What the task asks:
Read through the data and count the lines that contain the string "from"; give only the result.

Extracted records:

■ ■ ■ ■

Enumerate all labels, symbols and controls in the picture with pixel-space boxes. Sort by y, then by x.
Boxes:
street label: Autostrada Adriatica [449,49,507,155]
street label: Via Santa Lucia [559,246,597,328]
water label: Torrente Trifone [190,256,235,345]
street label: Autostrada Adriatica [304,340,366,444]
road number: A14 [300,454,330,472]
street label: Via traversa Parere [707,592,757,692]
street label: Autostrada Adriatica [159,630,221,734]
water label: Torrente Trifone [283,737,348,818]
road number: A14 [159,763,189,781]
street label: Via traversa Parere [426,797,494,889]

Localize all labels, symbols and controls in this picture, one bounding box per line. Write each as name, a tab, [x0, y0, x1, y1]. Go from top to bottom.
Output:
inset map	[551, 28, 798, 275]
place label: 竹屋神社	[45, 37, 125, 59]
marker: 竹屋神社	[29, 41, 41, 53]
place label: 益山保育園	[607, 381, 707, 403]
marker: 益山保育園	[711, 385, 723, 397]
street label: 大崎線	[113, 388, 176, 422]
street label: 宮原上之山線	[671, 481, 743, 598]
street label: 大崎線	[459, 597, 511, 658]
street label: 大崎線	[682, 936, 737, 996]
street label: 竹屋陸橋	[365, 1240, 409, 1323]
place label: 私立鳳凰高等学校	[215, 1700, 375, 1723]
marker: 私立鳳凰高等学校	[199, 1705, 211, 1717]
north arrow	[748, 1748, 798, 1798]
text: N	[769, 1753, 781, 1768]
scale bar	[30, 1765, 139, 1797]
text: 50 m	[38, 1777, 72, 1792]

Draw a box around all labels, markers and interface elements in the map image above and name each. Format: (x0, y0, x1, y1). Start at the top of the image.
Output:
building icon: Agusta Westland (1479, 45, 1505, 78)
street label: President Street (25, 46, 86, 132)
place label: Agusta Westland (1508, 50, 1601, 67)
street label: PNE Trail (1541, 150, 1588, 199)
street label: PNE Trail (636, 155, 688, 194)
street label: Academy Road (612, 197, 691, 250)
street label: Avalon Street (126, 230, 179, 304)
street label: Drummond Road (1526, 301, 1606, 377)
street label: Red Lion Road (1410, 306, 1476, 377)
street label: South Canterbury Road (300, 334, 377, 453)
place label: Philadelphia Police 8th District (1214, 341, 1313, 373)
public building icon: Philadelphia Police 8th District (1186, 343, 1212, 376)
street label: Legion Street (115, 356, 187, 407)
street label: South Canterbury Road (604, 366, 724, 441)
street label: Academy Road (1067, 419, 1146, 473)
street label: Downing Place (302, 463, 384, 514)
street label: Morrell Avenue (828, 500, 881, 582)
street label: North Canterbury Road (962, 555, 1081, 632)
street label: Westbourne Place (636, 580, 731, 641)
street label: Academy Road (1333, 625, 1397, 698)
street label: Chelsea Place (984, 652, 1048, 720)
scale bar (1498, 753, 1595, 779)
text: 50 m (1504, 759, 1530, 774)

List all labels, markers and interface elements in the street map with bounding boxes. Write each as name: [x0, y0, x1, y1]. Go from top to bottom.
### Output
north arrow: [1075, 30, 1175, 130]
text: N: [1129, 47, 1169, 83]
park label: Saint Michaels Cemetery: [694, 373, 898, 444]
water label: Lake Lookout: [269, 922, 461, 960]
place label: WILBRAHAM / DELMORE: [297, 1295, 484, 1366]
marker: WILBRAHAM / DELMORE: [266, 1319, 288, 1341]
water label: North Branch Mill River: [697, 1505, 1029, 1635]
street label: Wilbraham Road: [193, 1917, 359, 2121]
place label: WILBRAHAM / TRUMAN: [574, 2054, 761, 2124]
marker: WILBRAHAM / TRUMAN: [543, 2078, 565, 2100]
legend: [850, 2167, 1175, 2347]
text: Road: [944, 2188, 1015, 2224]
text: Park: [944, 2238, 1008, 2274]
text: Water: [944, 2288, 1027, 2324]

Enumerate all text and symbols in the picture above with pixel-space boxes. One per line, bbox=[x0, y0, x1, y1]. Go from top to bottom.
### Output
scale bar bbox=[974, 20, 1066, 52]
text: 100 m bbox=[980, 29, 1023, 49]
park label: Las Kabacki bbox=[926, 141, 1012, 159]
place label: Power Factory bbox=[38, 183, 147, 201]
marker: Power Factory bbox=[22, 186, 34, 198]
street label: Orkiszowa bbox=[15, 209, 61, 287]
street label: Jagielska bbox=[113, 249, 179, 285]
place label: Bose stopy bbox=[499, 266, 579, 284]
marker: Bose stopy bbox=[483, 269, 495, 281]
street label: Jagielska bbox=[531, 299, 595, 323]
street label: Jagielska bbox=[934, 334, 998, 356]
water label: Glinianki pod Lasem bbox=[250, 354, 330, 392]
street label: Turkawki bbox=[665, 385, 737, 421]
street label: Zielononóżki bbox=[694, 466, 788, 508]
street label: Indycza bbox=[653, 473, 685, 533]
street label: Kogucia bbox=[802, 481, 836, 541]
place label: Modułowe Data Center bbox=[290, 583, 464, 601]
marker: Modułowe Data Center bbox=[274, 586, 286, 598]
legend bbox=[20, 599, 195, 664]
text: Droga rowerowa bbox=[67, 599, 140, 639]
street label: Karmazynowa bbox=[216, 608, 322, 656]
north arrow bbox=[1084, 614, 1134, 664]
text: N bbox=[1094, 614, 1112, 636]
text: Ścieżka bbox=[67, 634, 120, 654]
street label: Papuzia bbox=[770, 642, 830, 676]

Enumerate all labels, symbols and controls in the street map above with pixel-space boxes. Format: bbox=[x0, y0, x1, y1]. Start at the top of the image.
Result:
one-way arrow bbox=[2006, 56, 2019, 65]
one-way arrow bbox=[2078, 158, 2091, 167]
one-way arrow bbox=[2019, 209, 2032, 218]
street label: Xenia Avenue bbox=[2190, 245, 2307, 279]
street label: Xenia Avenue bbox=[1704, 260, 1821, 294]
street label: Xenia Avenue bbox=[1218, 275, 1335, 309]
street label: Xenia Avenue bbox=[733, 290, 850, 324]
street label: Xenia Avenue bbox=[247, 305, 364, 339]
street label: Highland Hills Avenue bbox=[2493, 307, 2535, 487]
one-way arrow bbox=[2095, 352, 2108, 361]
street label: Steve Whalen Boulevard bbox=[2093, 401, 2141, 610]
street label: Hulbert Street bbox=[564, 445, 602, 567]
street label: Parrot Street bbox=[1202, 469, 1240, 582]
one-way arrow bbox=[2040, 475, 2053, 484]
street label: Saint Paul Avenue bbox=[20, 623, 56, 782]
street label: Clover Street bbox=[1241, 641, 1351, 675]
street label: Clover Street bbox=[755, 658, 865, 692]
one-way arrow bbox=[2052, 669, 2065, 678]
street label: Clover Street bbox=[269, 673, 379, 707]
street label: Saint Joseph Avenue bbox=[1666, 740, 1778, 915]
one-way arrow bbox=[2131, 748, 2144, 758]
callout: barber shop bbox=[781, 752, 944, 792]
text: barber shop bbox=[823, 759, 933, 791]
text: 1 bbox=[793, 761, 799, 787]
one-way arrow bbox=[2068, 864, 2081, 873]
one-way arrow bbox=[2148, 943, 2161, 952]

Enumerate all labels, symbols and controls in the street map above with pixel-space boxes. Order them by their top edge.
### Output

■ ■ ■ ■

Result for this exercise:
3